I had lost the job I loved, regular daily activities of running errands and going to appointments, and friends I could spend time with that helped me to have a healthier life. I sat in the kitchen with my laptop and countless idle hours of worry and anxiety. It was like being an alcoholic who lives in a bar.

So I ate and ate. And I gained a lot of weight. But it wasn’t the weight that crushed my self-esteem and my mental health. It was the act of giving in to this old friend – who I no longer trusted, who I understood didn’t love me – day after day that eroded my confidence.

After two years, as the pandemic eased, I emerged along with everyone else — but I was much heavier and afraid of the steps ahead.

Eating disorders are extraordinarily complex because we cannot give up food completely as with other addictive substances. And there is such intense shame that comes from not being able to control your eating. So we don’t like to talk about it, we don’t make big box office movies about it and we certainly don’t have the same sympathy for it.

I’ve found that I can only move forward when I stop fighting in silence and let go of shame.

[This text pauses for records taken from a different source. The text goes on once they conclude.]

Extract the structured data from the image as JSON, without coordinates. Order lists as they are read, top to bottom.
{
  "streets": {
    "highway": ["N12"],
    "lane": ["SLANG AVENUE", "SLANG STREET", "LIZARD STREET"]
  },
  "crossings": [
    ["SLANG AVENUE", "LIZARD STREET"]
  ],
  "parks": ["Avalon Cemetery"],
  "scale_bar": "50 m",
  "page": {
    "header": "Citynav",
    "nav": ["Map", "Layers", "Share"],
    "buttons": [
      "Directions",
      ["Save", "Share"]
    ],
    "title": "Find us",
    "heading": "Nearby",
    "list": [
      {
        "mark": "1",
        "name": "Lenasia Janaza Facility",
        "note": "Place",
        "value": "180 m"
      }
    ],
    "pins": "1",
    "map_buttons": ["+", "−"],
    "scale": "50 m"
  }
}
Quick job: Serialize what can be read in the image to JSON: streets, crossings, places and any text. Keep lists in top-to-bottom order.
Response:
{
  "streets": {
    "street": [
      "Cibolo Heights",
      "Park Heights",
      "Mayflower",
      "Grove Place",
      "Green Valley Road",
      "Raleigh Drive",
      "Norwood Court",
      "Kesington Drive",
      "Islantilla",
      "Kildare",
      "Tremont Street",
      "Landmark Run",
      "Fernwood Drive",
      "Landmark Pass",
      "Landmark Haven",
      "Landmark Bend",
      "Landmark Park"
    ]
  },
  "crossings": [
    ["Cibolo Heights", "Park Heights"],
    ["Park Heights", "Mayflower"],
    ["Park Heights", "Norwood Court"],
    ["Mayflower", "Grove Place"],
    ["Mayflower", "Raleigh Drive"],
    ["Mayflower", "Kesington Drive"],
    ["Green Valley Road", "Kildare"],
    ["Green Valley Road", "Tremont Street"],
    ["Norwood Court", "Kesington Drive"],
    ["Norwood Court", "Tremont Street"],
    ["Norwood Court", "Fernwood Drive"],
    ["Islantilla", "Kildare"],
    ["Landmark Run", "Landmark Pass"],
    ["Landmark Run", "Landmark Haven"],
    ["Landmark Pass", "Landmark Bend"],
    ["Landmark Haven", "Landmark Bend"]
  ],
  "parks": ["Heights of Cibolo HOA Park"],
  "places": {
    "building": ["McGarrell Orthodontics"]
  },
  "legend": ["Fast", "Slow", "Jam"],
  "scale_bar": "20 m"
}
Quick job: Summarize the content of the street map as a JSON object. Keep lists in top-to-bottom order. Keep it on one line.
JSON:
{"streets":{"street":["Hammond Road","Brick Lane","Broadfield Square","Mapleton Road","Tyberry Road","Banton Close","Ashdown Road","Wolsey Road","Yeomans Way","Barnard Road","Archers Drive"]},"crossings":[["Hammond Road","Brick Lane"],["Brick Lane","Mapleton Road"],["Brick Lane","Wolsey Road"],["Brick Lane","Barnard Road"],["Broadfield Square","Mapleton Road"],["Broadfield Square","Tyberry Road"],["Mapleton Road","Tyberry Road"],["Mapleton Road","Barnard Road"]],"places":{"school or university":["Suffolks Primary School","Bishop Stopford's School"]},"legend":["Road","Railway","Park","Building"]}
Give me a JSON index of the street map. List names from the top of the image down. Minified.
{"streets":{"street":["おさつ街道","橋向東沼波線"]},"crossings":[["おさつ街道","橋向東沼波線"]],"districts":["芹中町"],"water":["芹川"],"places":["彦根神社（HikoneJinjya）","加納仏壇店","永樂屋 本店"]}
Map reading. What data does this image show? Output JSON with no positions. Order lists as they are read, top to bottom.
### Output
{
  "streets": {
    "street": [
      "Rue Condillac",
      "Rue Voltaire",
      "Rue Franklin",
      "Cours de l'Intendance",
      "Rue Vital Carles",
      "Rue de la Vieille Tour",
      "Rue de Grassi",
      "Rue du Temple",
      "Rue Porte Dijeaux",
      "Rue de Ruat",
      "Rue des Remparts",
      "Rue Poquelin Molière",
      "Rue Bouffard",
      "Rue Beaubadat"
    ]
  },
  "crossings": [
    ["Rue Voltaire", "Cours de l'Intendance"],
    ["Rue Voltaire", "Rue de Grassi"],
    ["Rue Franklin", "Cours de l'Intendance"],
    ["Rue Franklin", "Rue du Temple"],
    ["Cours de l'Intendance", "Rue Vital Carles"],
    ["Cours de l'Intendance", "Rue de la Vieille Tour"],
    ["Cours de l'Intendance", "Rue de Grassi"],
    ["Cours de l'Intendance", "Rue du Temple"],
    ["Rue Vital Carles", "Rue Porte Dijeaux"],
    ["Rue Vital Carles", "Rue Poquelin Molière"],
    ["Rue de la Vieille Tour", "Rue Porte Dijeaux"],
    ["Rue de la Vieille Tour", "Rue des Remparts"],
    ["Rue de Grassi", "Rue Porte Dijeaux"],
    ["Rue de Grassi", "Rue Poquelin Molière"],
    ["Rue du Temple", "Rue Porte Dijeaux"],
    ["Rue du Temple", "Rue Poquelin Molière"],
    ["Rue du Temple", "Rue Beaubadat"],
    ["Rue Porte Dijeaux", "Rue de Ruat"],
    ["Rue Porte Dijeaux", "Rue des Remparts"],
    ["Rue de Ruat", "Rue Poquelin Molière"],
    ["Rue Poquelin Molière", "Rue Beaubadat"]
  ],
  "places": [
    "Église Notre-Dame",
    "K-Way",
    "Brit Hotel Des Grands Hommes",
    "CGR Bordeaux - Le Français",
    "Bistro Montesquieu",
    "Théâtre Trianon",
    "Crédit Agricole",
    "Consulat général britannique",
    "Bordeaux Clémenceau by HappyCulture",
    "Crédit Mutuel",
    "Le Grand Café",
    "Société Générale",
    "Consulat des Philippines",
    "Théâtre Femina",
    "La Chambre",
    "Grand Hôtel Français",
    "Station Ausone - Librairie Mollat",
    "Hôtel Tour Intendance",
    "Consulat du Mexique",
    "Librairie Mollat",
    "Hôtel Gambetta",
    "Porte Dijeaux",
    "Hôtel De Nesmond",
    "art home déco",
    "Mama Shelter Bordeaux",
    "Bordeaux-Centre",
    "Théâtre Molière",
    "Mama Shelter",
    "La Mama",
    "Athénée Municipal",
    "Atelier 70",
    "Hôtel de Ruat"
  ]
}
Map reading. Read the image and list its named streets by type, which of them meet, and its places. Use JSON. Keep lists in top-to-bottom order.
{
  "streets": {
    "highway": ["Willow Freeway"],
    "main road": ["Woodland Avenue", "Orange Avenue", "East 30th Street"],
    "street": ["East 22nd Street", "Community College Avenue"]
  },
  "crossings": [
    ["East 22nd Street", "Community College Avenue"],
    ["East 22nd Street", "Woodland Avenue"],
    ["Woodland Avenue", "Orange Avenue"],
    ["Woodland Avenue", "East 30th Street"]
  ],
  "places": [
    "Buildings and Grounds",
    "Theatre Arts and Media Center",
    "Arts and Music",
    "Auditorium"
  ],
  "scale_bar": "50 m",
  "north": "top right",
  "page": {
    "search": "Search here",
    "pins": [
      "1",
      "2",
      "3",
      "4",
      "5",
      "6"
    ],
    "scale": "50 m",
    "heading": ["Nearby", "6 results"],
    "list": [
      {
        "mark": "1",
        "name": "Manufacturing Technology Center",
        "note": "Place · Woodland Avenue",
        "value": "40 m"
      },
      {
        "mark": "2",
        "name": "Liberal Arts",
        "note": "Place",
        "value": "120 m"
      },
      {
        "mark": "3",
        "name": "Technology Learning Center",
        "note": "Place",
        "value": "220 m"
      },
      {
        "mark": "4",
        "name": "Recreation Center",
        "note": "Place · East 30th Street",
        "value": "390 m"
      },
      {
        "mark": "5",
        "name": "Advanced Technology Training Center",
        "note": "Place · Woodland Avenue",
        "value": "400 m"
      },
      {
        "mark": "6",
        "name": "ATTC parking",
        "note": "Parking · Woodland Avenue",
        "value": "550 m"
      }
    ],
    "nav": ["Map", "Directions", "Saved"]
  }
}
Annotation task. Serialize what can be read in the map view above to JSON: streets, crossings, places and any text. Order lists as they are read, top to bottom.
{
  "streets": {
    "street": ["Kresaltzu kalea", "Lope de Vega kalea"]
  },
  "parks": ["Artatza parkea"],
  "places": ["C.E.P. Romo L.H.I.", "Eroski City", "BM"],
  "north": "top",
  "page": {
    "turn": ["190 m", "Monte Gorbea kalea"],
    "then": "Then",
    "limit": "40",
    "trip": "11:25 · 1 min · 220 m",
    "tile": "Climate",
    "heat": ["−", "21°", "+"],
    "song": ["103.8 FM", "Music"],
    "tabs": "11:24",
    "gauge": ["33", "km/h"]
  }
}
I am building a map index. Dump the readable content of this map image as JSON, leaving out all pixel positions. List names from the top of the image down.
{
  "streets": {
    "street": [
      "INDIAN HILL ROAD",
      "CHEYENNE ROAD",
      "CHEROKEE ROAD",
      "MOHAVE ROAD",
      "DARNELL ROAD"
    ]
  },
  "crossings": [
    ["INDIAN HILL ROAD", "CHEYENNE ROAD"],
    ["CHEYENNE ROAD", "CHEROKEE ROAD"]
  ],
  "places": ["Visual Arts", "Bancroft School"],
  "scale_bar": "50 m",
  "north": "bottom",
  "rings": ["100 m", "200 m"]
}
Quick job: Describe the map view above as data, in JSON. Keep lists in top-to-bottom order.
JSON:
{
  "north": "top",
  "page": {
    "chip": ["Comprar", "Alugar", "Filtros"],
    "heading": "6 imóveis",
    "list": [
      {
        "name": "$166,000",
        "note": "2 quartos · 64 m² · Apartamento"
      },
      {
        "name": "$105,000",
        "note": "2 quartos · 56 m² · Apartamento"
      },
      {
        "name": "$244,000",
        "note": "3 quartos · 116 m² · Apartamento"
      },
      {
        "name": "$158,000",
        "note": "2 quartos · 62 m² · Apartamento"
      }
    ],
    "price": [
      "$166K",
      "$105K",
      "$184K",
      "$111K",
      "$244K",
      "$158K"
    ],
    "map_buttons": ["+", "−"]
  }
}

As with the purge, I began to be honest with myself and others close to me. One night over dinner, I explained to my husband and my teenage sons that the difficulties they saw in me losing weight weren’t about the food itself – that’s why the dozens of weight loss programs I’ve tried have failed. . Instead, it was about my relationship with food, my addiction, and my binge eating disorder.

Once I voiced that truth and accepted it, I was able to let my guard down and release her pain. A few days later, for the first time in my life, I joined a binge eating disorder group and am now learning tools from counselors who specialize in this disorder.

I don’t know how long the journey will be, but I do know that in order to get better, I first need to forgive myself and be honest about the fact that I can’t get better on my own. This is the only way forward.